Another possibility is that as Donald Trump suggested, instead of discouraging the discovery, prosecution and recovery of wrong payments due to fraud, waste and mismanagement (which Obamacare does by insisting that any money spent on pursuing that money by insurers is counted towards the precious 20 percent of we-spend-it-how-we-want-to allowance of the 80-20, or 85-15 rule, thereby discouraging insurers from going after fraudulent payments) encourage the committed pursuit of fraud by including it in the 80 or 85 percent insurers can spend as a quality improvement activity.

A final possibility is to get rid of some of the "free" stuff under Obamacare in terms of mandatory provision of certain preventive care in health insurance policies that has not only been used as an excuse by insurers as to why they must charge more but has encouraged an environment of over-testing (it's covered so providers have no problem sending people for tests that insurance will pay them for and it helps them in practicing defensive medicine)and over-pricing (the cost of insurance paid for services goes up).

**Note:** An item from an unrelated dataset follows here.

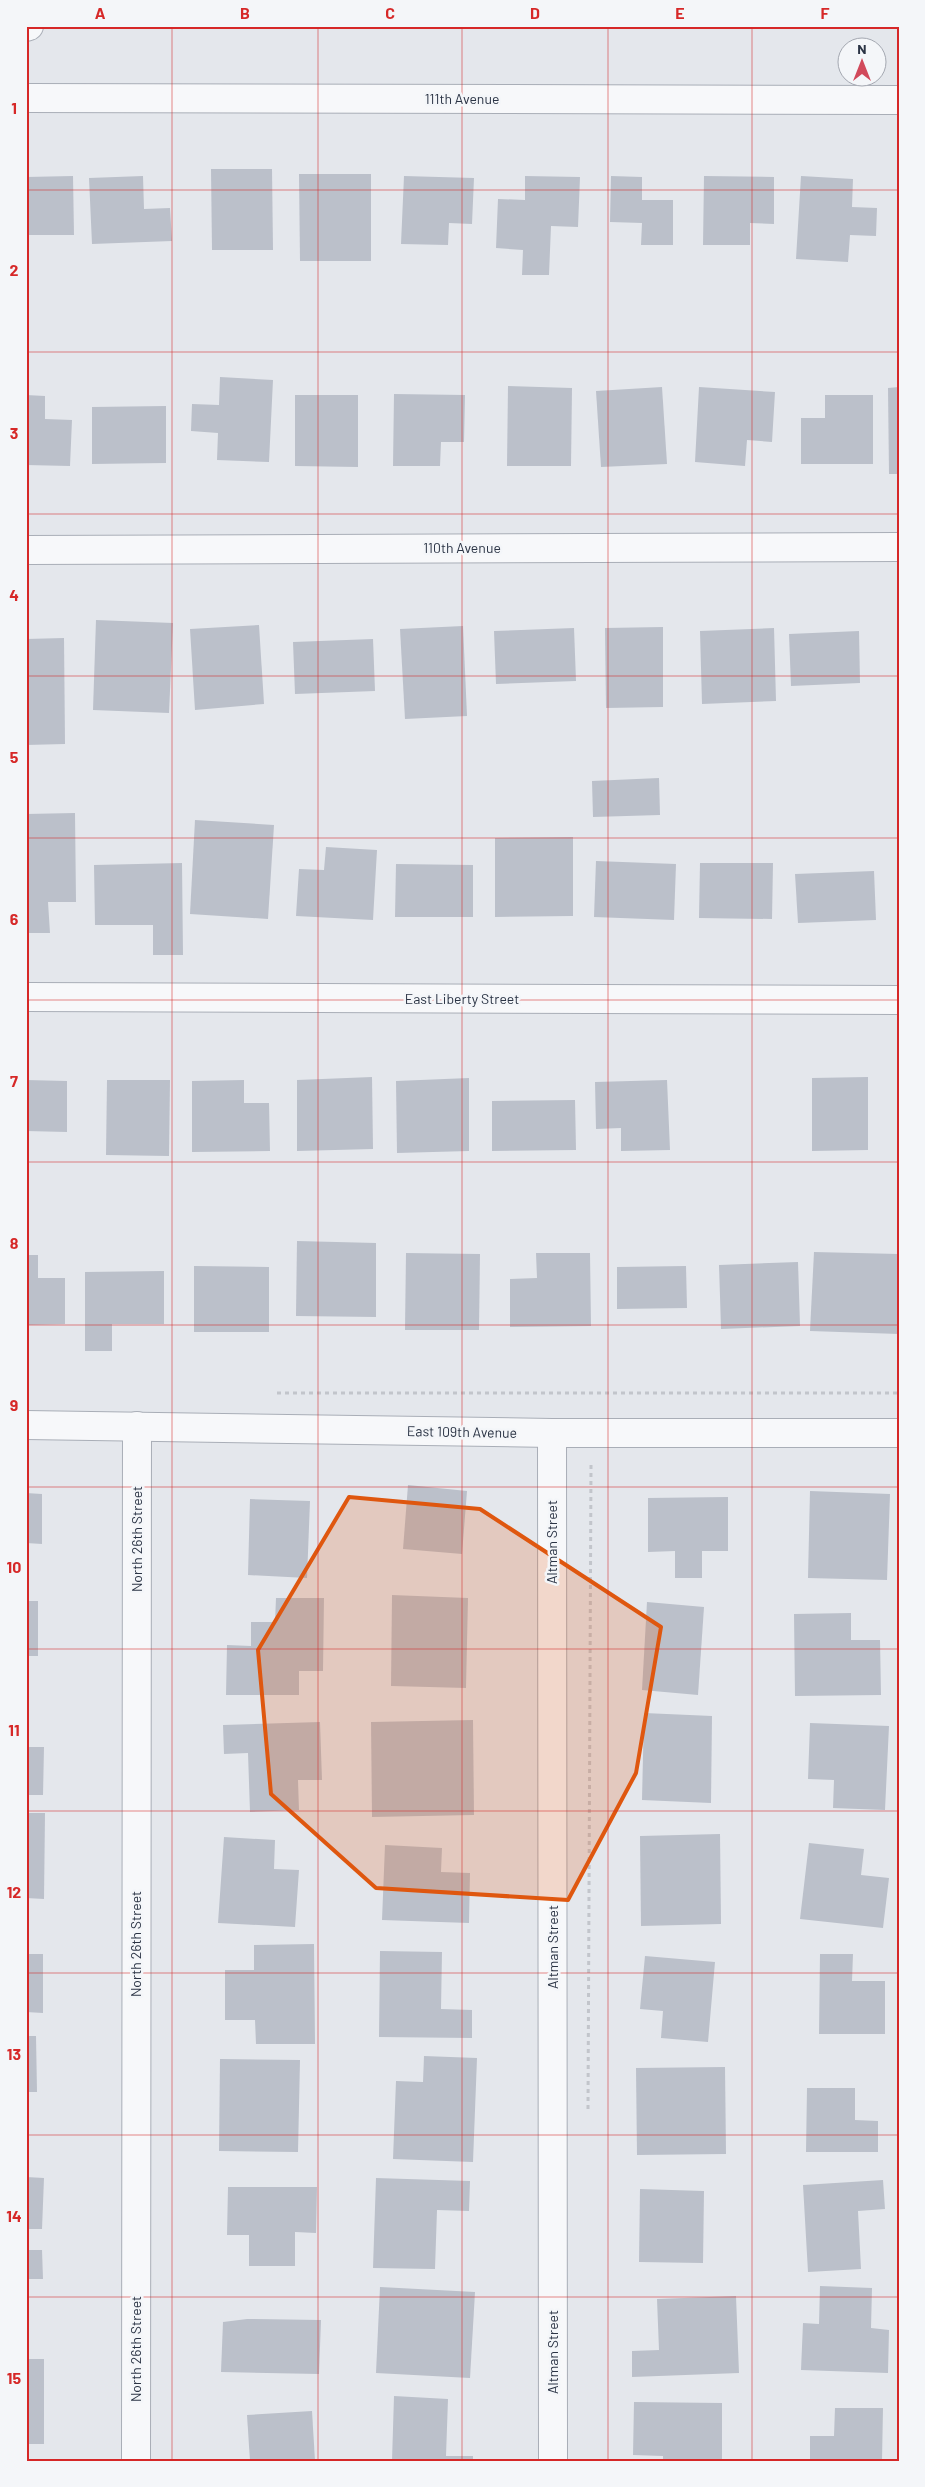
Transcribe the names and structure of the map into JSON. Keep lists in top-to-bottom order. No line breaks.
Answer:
{"streets":{"street":["111th Avenue","110th Avenue","East Liberty Street","East 109th Avenue","North 26th Street","Altman Street"]},"crossings":[["East 109th Avenue","North 26th Street"],["East 109th Avenue","Altman Street"]],"north":"top","grid":{"columns":["A","B","C","D","E","F"],"rows":["1","2","3","4","5","6","7","8","9","10","11","12","13","14","15"]}}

Get rid of the biased provisions of Obamacare that require males to pay for female counseling for domestic abuse though males who suffer domestic abuse don't get free counseling, pays for annual female checkups though male checkups are not available as a freebie, get rid of children's coverage for free stuff UNLESS they're offered as part of a dependent plan that's purchased by parents since we're all paying for kids' free stuff but parents have to pay twice because they can't get that free stuff without paying for their kids to have insurance.

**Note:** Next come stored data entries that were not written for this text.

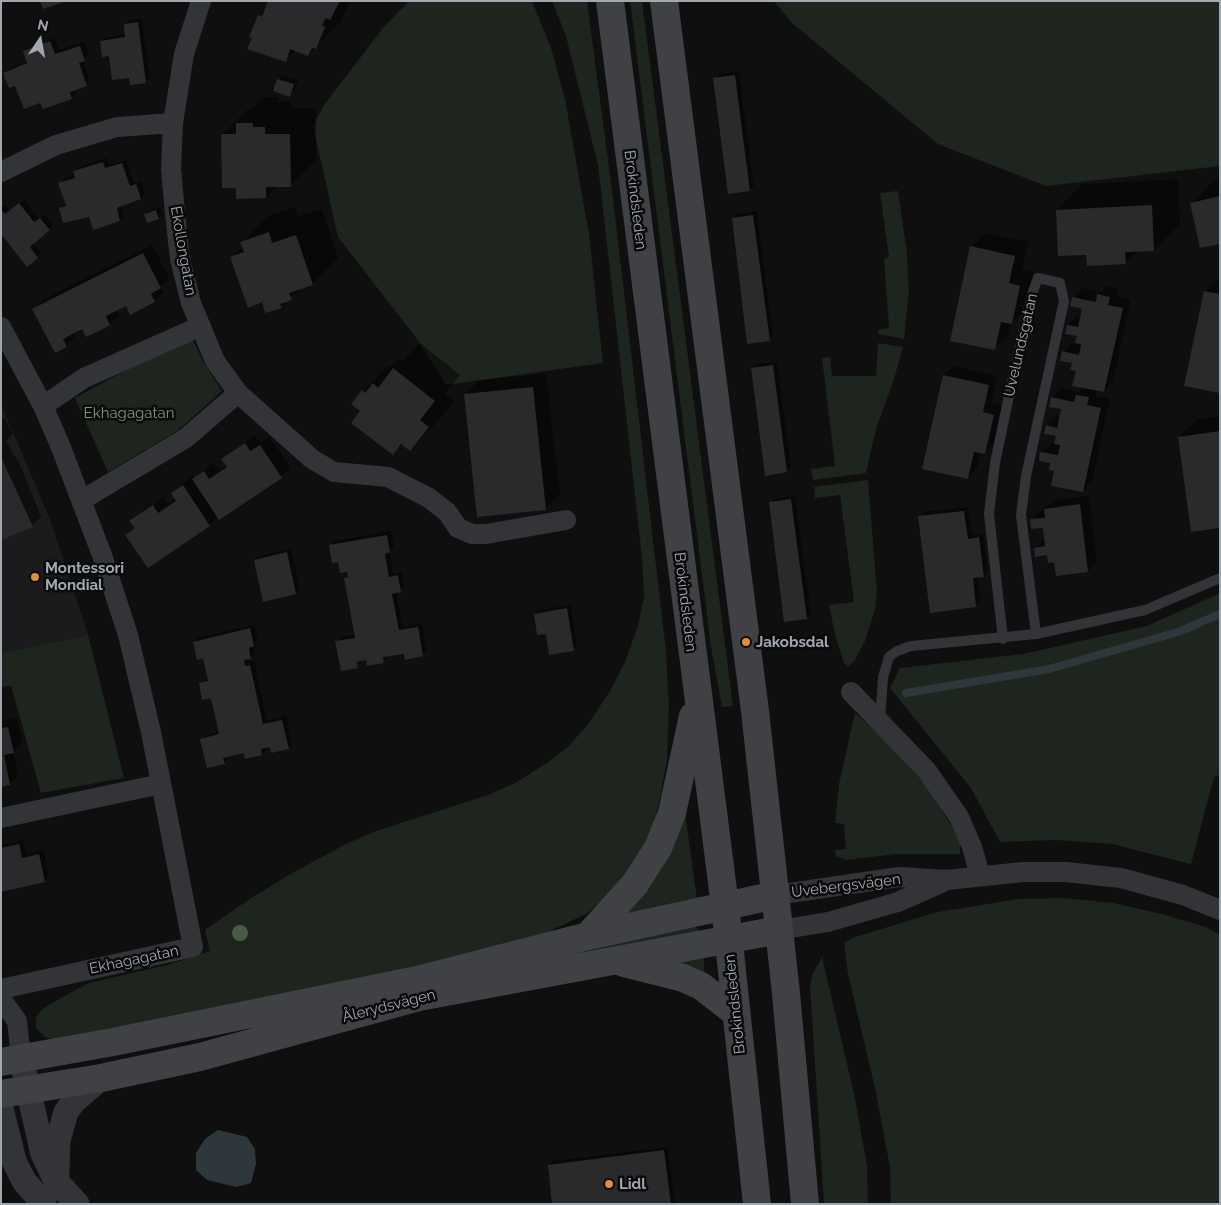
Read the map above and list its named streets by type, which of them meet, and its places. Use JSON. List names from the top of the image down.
{
  "streets": {
    "main road": ["Brokindsleden", "Ålerydsvägen"],
    "street": ["Ekollongatan", "Uvebergsvägen", "Ekhagagatan"],
    "lane": ["Uvelundsgatan"]
  },
  "crossings": [
    ["Brokindsleden", "Ålerydsvägen"],
    ["Uvebergsvägen", "Ålerydsvägen"]
  ],
  "parks": ["Ekhagagatan"],
  "places": ["Montessori Mondial", "Jakobsdal", "Lidl"],
  "north": "top"
}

As for the final argument that Obamacare has somehow slowed costs, Aaron resorts to the standard Obamacare lie--That saving money for government and insurers was OUR goal from Obamacare. Sure, because of the new charges being imposed on consumers payers are paying out less per capita (meaning on behalf of you and me). Charge us more and more and you pay less…Hardly what we thought we opted into with Obamacare.

The narrow-vision of Obama fans has produced a breed of liberal thinking that is rigid, unrealistic, elitist and intolerant, resulting in policies that have gutted the middle class to help the poor, the rich, and the government class and doggedly laps after legislation that promises to continue the trend of rationing healthcare and services, reducing competition among insurers and narrowing consumer choice.